═══ Records supplied

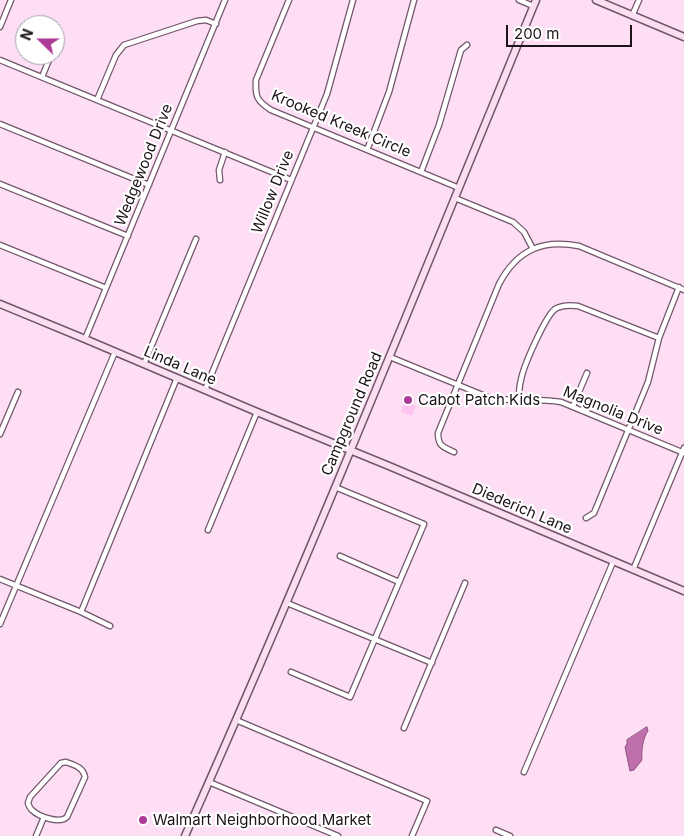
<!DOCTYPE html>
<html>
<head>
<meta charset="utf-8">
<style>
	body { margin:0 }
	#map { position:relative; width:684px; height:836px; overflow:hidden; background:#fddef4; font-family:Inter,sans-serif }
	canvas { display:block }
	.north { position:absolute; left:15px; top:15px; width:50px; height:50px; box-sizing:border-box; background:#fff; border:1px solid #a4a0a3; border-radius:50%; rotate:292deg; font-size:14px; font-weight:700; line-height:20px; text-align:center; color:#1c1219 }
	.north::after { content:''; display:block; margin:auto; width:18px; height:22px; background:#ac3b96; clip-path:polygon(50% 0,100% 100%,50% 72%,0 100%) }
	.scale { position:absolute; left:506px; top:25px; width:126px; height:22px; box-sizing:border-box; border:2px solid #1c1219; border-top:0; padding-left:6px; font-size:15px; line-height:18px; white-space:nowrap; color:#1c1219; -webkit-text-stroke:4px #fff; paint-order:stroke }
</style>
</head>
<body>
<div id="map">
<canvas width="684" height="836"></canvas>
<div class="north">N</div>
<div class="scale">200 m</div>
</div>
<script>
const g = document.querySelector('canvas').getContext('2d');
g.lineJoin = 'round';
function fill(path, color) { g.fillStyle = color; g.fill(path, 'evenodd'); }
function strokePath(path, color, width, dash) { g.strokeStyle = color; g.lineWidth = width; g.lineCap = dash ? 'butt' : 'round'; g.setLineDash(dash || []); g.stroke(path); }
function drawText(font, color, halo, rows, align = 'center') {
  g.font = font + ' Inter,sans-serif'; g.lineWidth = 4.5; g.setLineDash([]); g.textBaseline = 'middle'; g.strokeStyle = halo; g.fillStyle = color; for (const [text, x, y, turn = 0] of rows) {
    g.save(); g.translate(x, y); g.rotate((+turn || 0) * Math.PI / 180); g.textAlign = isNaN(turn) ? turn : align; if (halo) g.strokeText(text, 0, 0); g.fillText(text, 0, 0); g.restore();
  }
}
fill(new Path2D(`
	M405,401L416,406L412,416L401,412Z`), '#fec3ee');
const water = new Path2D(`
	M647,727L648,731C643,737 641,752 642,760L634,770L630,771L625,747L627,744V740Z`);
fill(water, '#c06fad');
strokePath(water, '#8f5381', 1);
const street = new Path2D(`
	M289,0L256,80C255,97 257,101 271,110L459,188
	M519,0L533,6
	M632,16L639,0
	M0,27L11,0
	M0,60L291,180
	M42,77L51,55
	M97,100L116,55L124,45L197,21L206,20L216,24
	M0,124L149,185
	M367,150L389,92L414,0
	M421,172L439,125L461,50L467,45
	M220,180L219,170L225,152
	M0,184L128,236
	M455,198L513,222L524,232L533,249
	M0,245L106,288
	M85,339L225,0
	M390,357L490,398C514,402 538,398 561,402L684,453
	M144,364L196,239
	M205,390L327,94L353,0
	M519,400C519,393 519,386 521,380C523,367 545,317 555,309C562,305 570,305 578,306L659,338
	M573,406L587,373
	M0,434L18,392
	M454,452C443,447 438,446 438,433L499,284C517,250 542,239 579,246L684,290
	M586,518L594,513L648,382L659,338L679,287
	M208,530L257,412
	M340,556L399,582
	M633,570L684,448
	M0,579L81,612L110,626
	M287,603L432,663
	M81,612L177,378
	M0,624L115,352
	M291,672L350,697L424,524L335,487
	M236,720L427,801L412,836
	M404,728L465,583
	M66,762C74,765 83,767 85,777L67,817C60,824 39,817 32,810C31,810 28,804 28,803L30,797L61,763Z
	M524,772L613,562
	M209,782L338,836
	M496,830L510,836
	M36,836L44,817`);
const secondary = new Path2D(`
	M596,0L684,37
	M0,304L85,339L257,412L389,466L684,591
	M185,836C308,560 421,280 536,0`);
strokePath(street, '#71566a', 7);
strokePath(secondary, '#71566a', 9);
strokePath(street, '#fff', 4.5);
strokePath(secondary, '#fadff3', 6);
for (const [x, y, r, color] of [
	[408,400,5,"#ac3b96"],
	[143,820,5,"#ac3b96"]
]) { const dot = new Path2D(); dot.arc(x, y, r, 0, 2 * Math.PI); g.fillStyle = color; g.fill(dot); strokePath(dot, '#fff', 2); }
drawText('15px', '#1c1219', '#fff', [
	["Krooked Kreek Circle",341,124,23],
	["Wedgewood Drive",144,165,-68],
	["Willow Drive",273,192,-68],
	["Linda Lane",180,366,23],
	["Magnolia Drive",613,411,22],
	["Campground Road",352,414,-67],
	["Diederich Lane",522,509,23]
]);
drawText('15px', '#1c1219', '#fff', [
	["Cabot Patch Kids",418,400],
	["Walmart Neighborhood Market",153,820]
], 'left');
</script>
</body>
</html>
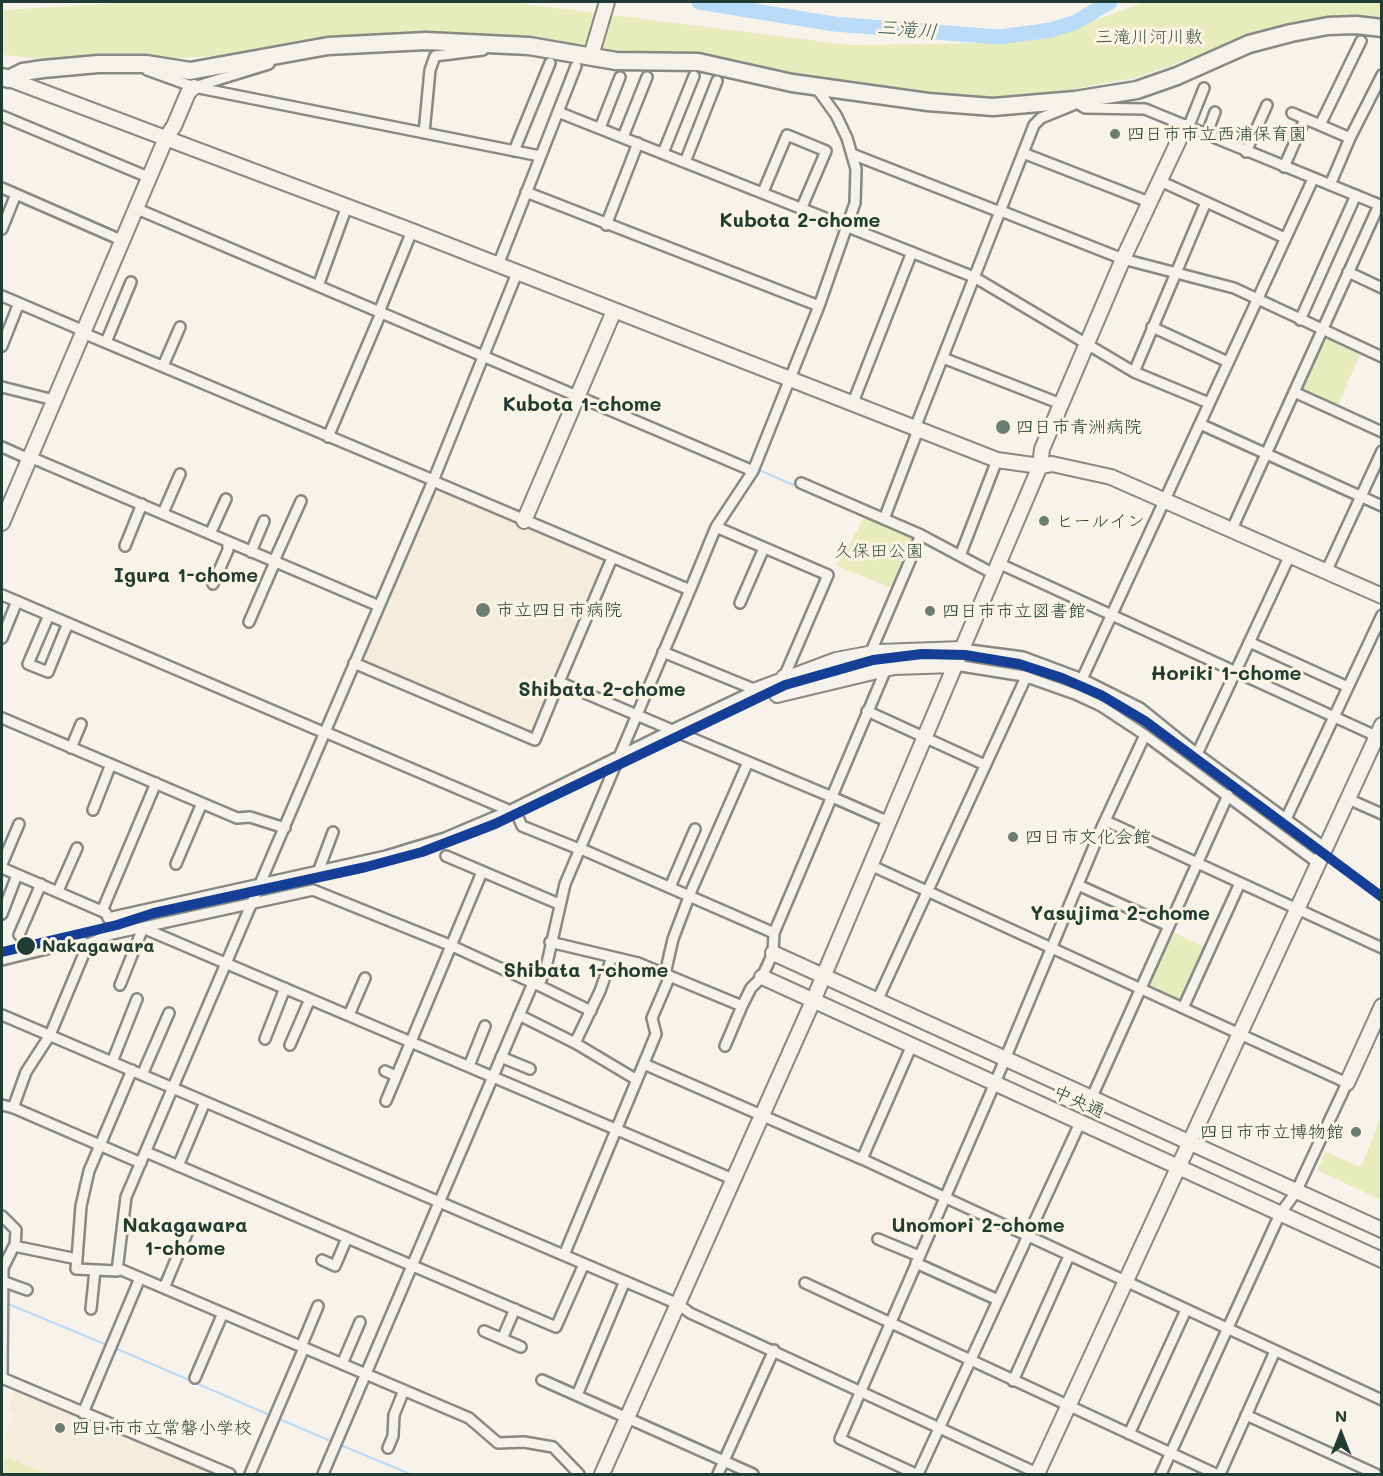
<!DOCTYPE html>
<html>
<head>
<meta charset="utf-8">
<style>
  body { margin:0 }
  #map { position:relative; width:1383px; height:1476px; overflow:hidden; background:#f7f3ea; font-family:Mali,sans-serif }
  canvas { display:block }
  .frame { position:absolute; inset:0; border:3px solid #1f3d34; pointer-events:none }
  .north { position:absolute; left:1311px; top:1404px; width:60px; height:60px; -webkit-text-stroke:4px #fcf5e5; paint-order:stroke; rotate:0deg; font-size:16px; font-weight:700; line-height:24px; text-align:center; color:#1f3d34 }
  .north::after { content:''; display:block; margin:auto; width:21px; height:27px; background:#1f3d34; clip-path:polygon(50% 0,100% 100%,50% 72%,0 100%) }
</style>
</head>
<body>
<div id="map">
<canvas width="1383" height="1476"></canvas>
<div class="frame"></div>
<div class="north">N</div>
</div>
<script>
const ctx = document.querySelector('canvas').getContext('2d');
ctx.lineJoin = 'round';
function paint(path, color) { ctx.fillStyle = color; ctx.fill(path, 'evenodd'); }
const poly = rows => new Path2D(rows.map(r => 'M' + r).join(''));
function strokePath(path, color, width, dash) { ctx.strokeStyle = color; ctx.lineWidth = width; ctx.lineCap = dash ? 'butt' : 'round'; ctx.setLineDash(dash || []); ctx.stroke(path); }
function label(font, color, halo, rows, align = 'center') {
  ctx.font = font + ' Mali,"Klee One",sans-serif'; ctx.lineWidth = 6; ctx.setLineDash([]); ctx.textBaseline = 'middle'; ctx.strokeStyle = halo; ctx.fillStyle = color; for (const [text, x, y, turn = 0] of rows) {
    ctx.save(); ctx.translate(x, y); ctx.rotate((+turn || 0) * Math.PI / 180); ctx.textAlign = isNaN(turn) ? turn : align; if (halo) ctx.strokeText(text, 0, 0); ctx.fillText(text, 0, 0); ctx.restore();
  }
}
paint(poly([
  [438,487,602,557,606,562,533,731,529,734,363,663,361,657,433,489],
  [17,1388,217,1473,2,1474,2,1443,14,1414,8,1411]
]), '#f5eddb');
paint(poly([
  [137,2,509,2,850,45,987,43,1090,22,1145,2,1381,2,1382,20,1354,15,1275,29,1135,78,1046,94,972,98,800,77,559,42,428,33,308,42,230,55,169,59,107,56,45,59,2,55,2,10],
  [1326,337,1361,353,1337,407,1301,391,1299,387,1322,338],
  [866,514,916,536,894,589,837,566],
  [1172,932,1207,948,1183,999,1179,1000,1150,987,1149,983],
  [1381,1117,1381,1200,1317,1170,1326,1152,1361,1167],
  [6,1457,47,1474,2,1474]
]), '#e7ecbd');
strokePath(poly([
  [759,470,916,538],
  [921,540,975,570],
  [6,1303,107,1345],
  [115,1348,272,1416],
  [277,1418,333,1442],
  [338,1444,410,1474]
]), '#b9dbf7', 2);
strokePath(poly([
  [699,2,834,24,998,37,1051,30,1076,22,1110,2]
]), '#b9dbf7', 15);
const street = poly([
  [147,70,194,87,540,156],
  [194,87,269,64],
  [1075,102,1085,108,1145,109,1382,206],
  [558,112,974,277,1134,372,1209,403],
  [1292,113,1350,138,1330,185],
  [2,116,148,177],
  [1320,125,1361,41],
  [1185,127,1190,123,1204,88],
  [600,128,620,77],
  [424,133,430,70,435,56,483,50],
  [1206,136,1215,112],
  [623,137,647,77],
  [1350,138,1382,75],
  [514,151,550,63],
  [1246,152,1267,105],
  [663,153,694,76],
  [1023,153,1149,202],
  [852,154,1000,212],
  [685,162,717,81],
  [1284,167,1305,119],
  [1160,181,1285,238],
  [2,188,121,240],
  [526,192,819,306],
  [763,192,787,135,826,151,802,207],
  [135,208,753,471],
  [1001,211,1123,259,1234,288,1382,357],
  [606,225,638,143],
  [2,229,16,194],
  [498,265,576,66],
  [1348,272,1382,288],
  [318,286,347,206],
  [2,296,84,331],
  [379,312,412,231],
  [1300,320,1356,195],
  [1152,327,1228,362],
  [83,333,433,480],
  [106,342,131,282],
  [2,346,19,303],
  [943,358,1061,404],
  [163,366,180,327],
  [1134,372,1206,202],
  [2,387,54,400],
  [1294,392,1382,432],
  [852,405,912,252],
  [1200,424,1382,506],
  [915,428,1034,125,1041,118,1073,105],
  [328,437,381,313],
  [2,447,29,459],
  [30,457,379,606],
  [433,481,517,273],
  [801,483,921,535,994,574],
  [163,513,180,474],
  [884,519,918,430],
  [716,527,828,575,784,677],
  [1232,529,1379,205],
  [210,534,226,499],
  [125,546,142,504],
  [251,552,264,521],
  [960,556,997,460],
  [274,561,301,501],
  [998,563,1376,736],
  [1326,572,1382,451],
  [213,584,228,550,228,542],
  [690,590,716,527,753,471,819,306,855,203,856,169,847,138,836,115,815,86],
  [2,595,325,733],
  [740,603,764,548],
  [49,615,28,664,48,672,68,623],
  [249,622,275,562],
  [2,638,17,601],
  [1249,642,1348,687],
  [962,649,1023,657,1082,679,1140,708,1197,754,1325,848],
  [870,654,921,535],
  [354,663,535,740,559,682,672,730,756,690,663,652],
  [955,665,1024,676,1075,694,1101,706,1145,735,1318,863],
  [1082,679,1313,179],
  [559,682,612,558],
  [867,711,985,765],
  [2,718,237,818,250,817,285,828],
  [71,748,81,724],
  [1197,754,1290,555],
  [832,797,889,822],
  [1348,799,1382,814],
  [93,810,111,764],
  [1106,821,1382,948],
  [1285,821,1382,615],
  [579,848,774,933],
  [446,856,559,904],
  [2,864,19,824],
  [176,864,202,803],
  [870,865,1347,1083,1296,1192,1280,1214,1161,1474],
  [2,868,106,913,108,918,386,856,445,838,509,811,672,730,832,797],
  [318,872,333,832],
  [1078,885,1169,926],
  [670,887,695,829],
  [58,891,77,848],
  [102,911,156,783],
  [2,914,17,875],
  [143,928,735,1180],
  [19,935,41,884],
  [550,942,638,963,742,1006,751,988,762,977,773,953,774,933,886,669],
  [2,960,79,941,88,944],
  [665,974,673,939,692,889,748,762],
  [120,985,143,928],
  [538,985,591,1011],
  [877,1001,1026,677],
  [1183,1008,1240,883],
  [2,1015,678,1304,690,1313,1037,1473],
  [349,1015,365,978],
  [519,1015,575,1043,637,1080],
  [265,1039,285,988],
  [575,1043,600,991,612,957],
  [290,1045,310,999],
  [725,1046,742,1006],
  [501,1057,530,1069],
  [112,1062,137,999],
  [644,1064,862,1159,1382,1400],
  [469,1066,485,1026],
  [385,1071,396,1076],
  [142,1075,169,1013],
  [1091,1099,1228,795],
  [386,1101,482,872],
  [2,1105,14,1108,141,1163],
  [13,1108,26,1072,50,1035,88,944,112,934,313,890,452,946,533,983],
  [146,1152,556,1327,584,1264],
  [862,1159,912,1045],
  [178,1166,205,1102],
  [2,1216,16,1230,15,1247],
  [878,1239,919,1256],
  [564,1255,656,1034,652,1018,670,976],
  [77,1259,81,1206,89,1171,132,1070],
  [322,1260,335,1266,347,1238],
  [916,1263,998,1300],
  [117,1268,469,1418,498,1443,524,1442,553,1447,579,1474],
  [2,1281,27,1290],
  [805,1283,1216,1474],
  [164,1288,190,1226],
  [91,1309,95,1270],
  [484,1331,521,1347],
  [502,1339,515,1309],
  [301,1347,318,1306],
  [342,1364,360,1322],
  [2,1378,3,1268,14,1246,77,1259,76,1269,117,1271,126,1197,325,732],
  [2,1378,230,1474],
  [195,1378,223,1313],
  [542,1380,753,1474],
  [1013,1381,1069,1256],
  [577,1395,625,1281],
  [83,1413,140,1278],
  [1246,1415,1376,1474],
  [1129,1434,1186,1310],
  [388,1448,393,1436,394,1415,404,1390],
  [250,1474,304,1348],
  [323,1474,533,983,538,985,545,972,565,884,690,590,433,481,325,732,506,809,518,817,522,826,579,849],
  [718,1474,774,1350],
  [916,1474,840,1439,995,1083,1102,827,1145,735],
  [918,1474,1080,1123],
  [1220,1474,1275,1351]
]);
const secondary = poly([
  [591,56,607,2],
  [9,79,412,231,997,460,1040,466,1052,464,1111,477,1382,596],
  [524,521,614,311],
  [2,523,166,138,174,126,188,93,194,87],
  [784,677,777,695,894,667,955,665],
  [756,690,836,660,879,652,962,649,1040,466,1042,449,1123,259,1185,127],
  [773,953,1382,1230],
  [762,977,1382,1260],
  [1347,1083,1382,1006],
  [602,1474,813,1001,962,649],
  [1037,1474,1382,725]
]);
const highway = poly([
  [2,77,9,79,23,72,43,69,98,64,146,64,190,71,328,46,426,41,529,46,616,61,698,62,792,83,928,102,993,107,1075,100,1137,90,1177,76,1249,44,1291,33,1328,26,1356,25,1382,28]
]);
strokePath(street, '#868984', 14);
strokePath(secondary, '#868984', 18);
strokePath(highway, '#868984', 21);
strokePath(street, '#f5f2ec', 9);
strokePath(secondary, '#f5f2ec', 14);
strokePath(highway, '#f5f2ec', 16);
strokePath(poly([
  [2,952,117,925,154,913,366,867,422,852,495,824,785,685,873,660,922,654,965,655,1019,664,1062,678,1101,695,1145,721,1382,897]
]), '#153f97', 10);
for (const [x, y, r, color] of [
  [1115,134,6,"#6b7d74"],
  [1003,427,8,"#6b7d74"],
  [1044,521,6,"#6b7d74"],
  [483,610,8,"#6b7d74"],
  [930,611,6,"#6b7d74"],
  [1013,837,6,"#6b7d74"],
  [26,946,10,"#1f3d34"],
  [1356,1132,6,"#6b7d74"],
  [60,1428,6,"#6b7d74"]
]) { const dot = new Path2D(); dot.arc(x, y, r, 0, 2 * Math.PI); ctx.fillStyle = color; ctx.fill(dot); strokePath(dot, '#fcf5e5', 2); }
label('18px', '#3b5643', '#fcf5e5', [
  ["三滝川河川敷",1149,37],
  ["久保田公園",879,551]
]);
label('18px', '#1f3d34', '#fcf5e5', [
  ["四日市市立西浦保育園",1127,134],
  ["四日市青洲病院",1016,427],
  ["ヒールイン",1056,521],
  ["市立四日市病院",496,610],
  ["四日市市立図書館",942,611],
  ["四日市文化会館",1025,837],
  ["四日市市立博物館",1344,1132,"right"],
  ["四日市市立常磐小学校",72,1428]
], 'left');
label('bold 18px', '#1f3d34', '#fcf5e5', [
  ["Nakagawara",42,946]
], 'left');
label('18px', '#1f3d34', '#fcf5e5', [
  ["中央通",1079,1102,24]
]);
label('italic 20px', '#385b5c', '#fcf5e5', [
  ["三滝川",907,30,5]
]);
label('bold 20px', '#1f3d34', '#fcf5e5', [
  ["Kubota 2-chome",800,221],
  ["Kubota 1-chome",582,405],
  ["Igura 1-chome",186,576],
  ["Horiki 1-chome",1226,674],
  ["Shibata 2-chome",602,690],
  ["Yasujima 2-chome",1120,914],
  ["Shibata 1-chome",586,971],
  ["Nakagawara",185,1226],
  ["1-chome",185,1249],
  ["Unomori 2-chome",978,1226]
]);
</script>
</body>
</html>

══════

Aim of the task: Go through the entries and return each line where the word "isNaN" appears.

Answer box:
    g.save(); g.translate(x, y); g.rotate((+turn || 0) * Math.PI / 180); g.textAlign = isNaN(turn) ? turn : align; if (halo) g.strokeText(text, 0, 0); g.fillText(text, 0, 0); g.restore();
    ctx.save(); ctx.translate(x, y); ctx.rotate((+turn || 0) * Math.PI / 180); ctx.textAlign = isNaN(turn) ? turn : align; if (halo) ctx.strokeText(text, 0, 0); ctx.fillText(text, 0, 0); ctx.restore();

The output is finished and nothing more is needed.